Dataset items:
»»
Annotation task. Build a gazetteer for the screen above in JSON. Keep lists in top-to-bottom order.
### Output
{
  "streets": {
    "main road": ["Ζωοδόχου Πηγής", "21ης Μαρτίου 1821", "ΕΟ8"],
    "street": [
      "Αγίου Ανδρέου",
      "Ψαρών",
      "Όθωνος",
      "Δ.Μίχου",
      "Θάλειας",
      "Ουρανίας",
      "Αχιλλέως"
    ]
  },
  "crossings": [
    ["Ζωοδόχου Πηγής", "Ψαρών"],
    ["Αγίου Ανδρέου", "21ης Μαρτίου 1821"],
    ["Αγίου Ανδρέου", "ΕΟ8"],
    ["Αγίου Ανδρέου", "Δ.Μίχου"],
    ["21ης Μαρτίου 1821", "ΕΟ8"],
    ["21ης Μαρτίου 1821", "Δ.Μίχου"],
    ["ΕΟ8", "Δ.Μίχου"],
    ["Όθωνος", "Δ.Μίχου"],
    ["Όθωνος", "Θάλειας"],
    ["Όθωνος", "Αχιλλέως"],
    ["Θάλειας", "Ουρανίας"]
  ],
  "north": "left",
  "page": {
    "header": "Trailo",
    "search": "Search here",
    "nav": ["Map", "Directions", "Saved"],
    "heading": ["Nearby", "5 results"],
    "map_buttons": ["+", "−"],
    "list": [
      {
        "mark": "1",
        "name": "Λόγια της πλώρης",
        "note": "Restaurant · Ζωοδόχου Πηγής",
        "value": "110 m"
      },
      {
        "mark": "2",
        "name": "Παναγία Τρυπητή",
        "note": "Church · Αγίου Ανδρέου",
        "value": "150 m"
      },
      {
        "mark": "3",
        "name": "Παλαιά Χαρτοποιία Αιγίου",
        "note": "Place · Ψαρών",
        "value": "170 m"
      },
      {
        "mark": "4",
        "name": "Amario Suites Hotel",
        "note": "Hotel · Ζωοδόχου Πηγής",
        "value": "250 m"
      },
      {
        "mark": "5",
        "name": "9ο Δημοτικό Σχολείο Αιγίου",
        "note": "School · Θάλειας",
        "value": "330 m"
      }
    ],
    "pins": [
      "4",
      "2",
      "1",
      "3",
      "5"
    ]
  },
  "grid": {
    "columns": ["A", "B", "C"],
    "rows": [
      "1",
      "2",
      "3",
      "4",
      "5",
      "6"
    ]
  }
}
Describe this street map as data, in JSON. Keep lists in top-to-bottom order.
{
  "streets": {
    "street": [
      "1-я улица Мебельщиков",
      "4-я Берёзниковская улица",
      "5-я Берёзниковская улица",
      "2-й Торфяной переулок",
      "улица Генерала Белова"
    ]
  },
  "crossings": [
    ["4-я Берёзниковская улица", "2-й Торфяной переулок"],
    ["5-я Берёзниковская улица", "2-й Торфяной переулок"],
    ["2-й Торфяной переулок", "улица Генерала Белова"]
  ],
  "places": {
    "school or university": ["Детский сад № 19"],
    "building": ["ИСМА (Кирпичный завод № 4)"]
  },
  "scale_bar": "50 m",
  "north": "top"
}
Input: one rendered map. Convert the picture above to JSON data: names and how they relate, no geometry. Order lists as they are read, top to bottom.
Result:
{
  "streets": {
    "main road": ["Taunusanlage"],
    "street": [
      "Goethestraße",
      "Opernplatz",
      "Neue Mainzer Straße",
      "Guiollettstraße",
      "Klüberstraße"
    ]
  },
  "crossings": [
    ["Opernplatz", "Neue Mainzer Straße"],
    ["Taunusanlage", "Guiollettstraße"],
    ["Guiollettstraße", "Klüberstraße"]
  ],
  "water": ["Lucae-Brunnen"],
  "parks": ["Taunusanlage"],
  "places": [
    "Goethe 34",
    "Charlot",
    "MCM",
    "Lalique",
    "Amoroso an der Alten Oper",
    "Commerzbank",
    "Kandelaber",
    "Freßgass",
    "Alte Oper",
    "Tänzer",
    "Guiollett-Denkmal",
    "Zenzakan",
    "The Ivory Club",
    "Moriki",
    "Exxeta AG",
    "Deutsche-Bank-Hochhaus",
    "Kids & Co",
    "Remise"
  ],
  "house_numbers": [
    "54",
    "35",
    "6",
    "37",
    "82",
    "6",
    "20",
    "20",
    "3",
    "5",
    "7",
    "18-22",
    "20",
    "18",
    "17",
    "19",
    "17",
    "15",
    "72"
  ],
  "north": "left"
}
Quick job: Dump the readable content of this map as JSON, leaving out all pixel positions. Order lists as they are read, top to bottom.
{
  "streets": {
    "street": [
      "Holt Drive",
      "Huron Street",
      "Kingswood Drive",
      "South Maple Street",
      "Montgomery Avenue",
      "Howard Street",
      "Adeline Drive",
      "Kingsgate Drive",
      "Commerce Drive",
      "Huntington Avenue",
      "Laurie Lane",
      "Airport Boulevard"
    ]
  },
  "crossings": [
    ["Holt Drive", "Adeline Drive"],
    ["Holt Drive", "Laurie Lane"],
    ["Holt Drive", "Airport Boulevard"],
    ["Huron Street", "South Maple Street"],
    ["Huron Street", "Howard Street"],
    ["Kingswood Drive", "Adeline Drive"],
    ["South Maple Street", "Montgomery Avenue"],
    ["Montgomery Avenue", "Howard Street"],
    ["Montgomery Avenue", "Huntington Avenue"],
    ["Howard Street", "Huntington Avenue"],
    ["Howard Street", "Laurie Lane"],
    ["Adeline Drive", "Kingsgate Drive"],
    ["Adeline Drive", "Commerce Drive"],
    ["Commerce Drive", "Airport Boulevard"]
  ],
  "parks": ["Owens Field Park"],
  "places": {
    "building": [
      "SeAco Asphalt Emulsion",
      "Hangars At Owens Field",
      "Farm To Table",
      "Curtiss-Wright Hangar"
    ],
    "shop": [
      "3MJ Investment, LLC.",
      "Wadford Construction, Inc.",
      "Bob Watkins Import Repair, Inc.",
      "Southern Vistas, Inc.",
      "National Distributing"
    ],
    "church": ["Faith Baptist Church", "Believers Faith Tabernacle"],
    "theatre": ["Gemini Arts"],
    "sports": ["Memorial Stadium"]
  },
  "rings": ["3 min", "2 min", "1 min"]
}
««
[WHAT IS NEEDED]
Copy out every entry, keeping each line exactly as it is.

[YOUR RESPONSE]
Annotation task. Build a gazetteer for the screen above in JSON. Keep lists in top-to-bottom order.
### Output
{
  "streets": {
    "main road": ["Ζωοδόχου Πηγής", "21ης Μαρτίου 1821", "ΕΟ8"],
    "street": [
      "Αγίου Ανδρέου",
      "Ψαρών",
      "Όθωνος",
      "Δ.Μίχου",
      "Θάλειας",
      "Ουρανίας",
      "Αχιλλέως"
    ]
  },
  "crossings": [
    ["Ζωοδόχου Πηγής", "Ψαρών"],
    ["Αγίου Ανδρέου", "21ης Μαρτίου 1821"],
    ["Αγίου Ανδρέου", "ΕΟ8"],
    ["Αγίου Ανδρέου", "Δ.Μίχου"],
    ["21ης Μαρτίου 1821", "ΕΟ8"],
    ["21ης Μαρτίου 1821", "Δ.Μίχου"],
    ["ΕΟ8", "Δ.Μίχου"],
    ["Όθωνος", "Δ.Μίχου"],
    ["Όθωνος", "Θάλειας"],
    ["Όθωνος", "Αχιλλέως"],
    ["Θάλειας", "Ουρανίας"]
  ],
  "north": "left",
  "page": {
    "header": "Trailo",
    "search": "Search here",
    "nav": ["Map", "Directions", "Saved"],
    "heading": ["Nearby", "5 results"],
    "map_buttons": ["+", "−"],
    "list": [
      {
        "mark": "1",
        "name": "Λόγια της πλώρης",
        "note": "Restaurant · Ζωοδόχου Πηγής",
        "value": "110 m"
      },
      {
        "mark": "2",
        "name": "Παναγία Τρυπητή",
        "note": "Church · Αγίου Ανδρέου",
        "value": "150 m"
      },
      {
        "mark": "3",
        "name": "Παλαιά Χαρτοποιία Αιγίου",
        "note": "Place · Ψαρών",
        "value": "170 m"
      },
      {
        "mark": "4",
        "name": "Amario Suites Hotel",
        "note": "Hotel · Ζωοδόχου Πηγής",
        "value": "250 m"
      },
      {
        "mark": "5",
        "name": "9ο Δημοτικό Σχολείο Αιγίου",
        "note": "School · Θάλειας",
        "value": "330 m"
      }
    ],
    "pins": [
      "4",
      "2",
      "1",
      "3",
      "5"
    ]
  },
  "grid": {
    "columns": ["A", "B", "C"],
    "rows": [
      "1",
      "2",
      "3",
      "4",
      "5",
      "6"
    ]
  }
}
Describe this street map as data, in JSON. Keep lists in top-to-bottom order.
{
  "streets": {
    "street": [
      "1-я улица Мебельщиков",
      "4-я Берёзниковская улица",
      "5-я Берёзниковская улица",
      "2-й Торфяной переулок",
      "улица Генерала Белова"
    ]
  },
  "crossings": [
    ["4-я Берёзниковская улица", "2-й Торфяной переулок"],
    ["5-я Берёзниковская улица", "2-й Торфяной переулок"],
    ["2-й Торфяной переулок", "улица Генерала Белова"]
  ],
  "places": {
    "school or university": ["Детский сад № 19"],
    "building": ["ИСМА (Кирпичный завод № 4)"]
  },
  "scale_bar": "50 m",
  "north": "top"
}
Input: one rendered map. Convert the picture above to JSON data: names and how they relate, no geometry. Order lists as they are read, top to bottom.
Result:
{
  "streets": {
    "main road": ["Taunusanlage"],
    "street": [
      "Goethestraße",
      "Opernplatz",
      "Neue Mainzer Straße",
      "Guiollettstraße",
      "Klüberstraße"
    ]
  },
  "crossings": [
    ["Opernplatz", "Neue Mainzer Straße"],
    ["Taunusanlage", "Guiollettstraße"],
    ["Guiollettstraße", "Klüberstraße"]
  ],
  "water": ["Lucae-Brunnen"],
  "parks": ["Taunusanlage"],
  "places": [
    "Goethe 34",
    "Charlot",
    "MCM",
    "Lalique",
    "Amoroso an der Alten Oper",
    "Commerzbank",
    "Kandelaber",
    "Freßgass",
    "Alte Oper",
    "Tänzer",
    "Guiollett-Denkmal",
    "Zenzakan",
    "The Ivory Club",
    "Moriki",
    "Exxeta AG",
    "Deutsche-Bank-Hochhaus",
    "Kids & Co",
    "Remise"
  ],
  "house_numbers": [
    "54",
    "35",
    "6",
    "37",
    "82",
    "6",
    "20",
    "20",
    "3",
    "5",
    "7",
    "18-22",
    "20",
    "18",
    "17",
    "19",
    "17",
    "15",
    "72"
  ],
  "north": "left"
}
Quick job: Dump the readable content of this map as JSON, leaving out all pixel positions. Order lists as they are read, top to bottom.
{
  "streets": {
    "street": [
      "Holt Drive",
      "Huron Street",
      "Kingswood Drive",
      "South Maple Street",
      "Montgomery Avenue",
      "Howard Street",
      "Adeline Drive",
      "Kingsgate Drive",
      "Commerce Drive",
      "Huntington Avenue",
      "Laurie Lane",
      "Airport Boulevard"
    ]
  },
  "crossings": [
    ["Holt Drive", "Adeline Drive"],
    ["Holt Drive", "Laurie Lane"],
    ["Holt Drive", "Airport Boulevard"],
    ["Huron Street", "South Maple Street"],
    ["Huron Street", "Howard Street"],
    ["Kingswood Drive", "Adeline Drive"],
    ["South Maple Street", "Montgomery Avenue"],
    ["Montgomery Avenue", "Howard Street"],
    ["Montgomery Avenue", "Huntington Avenue"],
    ["Howard Street", "Huntington Avenue"],
    ["Howard Street", "Laurie Lane"],
    ["Adeline Drive", "Kingsgate Drive"],
    ["Adeline Drive", "Commerce Drive"],
    ["Commerce Drive", "Airport Boulevard"]
  ],
  "parks": ["Owens Field Park"],
  "places": {
    "building": [
      "SeAco Asphalt Emulsion",
      "Hangars At Owens Field",
      "Farm To Table",
      "Curtiss-Wright Hangar"
    ],
    "shop": [
      "3MJ Investment, LLC.",
      "Wadford Construction, Inc.",
      "Bob Watkins Import Repair, Inc.",
      "Southern Vistas, Inc.",
      "National Distributing"
    ],
    "church": ["Faith Baptist Church", "Believers Faith Tabernacle"],
    "theatre": ["Gemini Arts"],
    "sports": ["Memorial Stadium"]
  },
  "rings": ["3 min", "2 min", "1 min"]
}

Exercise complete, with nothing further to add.